« Les concerts au 58, c’est fini ». L’annonce est tombée sur les réseaux sociaux comme un couperet le 11 septembre dernier. Cinq ans après son ouverture, le Void baisse rideau. Au-delà de cinq années au service des artistes, acteurs culturels et autres amateurs de musiques indépendantes, c’est toute une page de l’histoire des cultures alternatives à Bordeaux qui se tourne. Zoobizarre puis Plug puis Heretic avant de devenir le Void en décembre 2015, le 58 rue du Mirail a accueilli depuis 1997 un nombre de concerts et soirées incalculables, contribuant à dynamiser à son échelle un centre-ville bordelais endormi, en manque cruel de lieu d’expression artistique. Ayant rencontrés Pierre-Antoine et Boubi (deux des animateurs du projet) au lancement du Void et en tant qu’adeptes de cette salle, nous avons souhaité lui rendre un hommage en donnant la parole à celles et ceux qui l’ont expérimenté. Ils et elles sont promoteurs, artistes ou public. Ils partagent toutes et tous une même passion pour les cultures indés, pour les espaces singuliers, pour la cave du 58 et son équipe. Témoignage (premier volet, un deuxième suivra).

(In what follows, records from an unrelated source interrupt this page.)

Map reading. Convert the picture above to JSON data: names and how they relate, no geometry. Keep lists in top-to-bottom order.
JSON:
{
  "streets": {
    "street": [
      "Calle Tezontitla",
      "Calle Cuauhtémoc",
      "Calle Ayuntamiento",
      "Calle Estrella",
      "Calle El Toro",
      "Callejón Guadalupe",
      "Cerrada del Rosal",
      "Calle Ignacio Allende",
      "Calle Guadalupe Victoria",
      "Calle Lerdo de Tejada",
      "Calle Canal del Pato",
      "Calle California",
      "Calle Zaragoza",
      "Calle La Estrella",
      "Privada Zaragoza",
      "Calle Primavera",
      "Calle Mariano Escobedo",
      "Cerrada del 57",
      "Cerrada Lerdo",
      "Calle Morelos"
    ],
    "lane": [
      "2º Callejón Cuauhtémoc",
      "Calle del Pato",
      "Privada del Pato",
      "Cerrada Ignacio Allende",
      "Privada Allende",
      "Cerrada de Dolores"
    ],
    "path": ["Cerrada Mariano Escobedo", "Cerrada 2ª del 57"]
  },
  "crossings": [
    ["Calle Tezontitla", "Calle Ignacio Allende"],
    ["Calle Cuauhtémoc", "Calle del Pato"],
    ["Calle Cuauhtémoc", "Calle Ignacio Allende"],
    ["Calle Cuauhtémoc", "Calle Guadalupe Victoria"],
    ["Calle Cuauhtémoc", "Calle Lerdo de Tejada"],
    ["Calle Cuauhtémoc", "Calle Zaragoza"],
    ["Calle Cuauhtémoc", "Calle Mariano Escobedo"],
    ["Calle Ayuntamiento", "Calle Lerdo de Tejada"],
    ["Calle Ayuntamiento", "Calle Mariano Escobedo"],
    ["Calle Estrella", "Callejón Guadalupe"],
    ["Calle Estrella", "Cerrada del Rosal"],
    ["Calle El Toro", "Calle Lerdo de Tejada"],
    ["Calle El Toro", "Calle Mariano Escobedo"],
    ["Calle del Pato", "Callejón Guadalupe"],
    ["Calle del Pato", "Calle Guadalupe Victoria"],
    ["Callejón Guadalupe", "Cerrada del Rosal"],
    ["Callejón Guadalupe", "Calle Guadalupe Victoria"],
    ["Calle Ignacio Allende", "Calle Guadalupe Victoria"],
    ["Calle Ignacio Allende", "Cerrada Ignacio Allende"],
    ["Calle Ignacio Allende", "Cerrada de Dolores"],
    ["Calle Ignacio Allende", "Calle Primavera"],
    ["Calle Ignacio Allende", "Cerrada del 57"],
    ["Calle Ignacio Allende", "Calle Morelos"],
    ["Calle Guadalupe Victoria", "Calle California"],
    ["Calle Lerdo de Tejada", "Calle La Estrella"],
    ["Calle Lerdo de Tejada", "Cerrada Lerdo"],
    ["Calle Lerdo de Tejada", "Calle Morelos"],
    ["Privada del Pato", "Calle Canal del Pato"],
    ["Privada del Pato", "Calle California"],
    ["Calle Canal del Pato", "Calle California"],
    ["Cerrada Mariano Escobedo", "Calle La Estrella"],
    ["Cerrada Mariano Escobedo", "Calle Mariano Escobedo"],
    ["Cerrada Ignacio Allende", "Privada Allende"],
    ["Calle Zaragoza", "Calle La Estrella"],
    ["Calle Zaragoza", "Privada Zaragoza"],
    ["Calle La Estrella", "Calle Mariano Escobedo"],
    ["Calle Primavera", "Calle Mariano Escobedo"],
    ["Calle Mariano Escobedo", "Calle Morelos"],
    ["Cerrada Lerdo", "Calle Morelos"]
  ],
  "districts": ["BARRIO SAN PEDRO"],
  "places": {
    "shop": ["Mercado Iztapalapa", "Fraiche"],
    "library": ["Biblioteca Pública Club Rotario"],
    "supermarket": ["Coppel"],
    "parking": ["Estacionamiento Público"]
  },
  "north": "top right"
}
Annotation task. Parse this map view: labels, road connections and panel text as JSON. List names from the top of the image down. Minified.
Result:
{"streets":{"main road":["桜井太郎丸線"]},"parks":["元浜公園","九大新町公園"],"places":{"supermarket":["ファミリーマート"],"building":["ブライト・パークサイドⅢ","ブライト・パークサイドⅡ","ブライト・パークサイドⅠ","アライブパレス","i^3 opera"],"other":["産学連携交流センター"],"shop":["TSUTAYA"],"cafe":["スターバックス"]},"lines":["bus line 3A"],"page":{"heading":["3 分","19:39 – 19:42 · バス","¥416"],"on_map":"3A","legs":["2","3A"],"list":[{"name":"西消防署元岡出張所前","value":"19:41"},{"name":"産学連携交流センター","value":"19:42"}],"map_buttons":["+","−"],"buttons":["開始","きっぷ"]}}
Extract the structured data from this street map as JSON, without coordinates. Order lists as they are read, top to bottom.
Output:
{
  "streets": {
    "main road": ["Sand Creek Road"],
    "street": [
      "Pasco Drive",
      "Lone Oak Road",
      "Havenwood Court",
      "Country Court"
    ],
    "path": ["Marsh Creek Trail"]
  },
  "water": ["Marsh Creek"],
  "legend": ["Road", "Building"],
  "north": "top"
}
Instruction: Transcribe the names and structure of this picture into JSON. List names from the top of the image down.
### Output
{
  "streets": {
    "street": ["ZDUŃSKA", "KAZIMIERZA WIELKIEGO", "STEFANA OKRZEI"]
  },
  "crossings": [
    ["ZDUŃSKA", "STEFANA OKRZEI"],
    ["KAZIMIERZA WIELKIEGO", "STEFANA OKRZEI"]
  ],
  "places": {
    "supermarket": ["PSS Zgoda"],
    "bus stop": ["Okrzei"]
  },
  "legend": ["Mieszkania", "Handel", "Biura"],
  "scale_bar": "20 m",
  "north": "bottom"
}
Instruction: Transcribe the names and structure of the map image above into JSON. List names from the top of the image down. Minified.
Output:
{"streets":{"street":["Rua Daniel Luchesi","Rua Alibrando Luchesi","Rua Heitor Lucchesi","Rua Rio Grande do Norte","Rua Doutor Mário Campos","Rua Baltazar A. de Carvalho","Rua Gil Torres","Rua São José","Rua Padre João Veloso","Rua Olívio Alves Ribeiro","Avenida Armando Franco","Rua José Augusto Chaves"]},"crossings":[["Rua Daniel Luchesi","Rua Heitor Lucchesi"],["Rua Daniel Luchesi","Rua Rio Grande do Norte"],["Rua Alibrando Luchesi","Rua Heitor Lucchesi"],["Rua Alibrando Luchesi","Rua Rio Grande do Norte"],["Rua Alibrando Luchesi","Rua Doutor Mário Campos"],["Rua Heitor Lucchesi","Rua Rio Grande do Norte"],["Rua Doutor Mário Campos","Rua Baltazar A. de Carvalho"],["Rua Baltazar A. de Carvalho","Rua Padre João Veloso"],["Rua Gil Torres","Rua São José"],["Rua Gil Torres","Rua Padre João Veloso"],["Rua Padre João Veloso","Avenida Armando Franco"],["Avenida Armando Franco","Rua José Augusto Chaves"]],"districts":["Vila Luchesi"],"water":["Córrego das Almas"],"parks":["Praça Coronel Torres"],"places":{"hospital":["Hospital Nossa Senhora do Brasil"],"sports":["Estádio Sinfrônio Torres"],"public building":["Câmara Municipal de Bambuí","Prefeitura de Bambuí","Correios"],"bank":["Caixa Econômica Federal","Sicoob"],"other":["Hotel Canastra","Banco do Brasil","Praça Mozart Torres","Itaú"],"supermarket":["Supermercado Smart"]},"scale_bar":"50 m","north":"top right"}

Crédit photo : William Millaud
Floriane Fontaine (Make It Sabbathy)
« Ouvert sur la musique, sur l’art, engagé politiquement, libre, révolté. Le Void c’était bien plus qu’une salle de concert, c’était un état d’esprit, une culture. Sa fermeture suscite beaucoup de questions sur l’avenir et la place de la musique alternative à Bordeaux. Le Void a hébergé un paquet de soirées Make It Sabbathy. Je me souviens des mythiques dégustations de couscous végétariens dans les loges, des énièmes matos de musique descendus près de la scène puis remontés en fin de soirée, ou des interminables salutations dans le hall d’entrée enfumé (on y croisait toujours quelqu’un !).
Il faut savoir que la plupart sont bénévoles (peut-être même tous), ils donnent de leur temps pour que les différentes scènes underground puissent vivre et avoir un point de repère.
Make It Sabbathy aura invité Stoned Jesus, The Vintage Caravan, La Chinga, Witchthroat Serpent, Saviours, Glowsun, Belzebong, The Necromancers, DDENT, Psilocibina, Orotoro, Naxatras, Suma, Clystone, Stonebirds, Witchfinder et bien d’autres encore au Void. Et je passe les groupes qui ont joué dans la salle alors qu’elle s’appelait encore l’Heretic. En tant qu’orga, on a toujours pu compter sur disponibilité et l’engagement de l’équipe. Il faut savoir que la plupart sont bénévoles (peut-être même tous), ils donnent de leur temps pour que les différentes scènes underground puissent vivre et avoir un point de repère. C’était une chance et une facilité pour nous d’avoir un lieu comme celui-ci pour nous exprimer. Bravo et merci ! »
Greg et Mathieu (45 Tours Mon Amour)
« Le Void représentait beaucoup pour nous. Toutes les personnes, qui nous suivent, savent à quel point nous sommes attachés à ce fameux 58 rue du Mirail. Le lieu semblait peu aimable à première vue. On s’engouffrait dedans comme dans un long tunnel nocturne avant de se faire avaler dans son antre humide au doux parfum de houblon dans laquelle les corps se bousculaient au son des basses trop fortes. Pas très emballant comme ça, on sent pas vraiment de chaleur humaine ici et pourtant… Ce lieu nous a énormément donné et on lui a bien rendu d’ailleurs. Il était pour nous un espace de liberté, proche des gens, dans lequel nous avons aiguisé pendant des années notre identité. Il nous a vu naître en tant que 45 Tours Mon Amour, il y a plus de 10 ans déjà. On y a fait nos premières armes en tant qu’organisateurs de concerts et de soirées avec notre asso HMNI. À l’époque, ça s’appelait encore l’Heretic et ça sentait pareil, la bière, la clope et la sueur. On y a enchainé les concerts de tous bords, les concepts fumeux de soirées aussi. Mais toujours dans l’esprit de partager une certaine idée de la fête et de la musique qui va avec.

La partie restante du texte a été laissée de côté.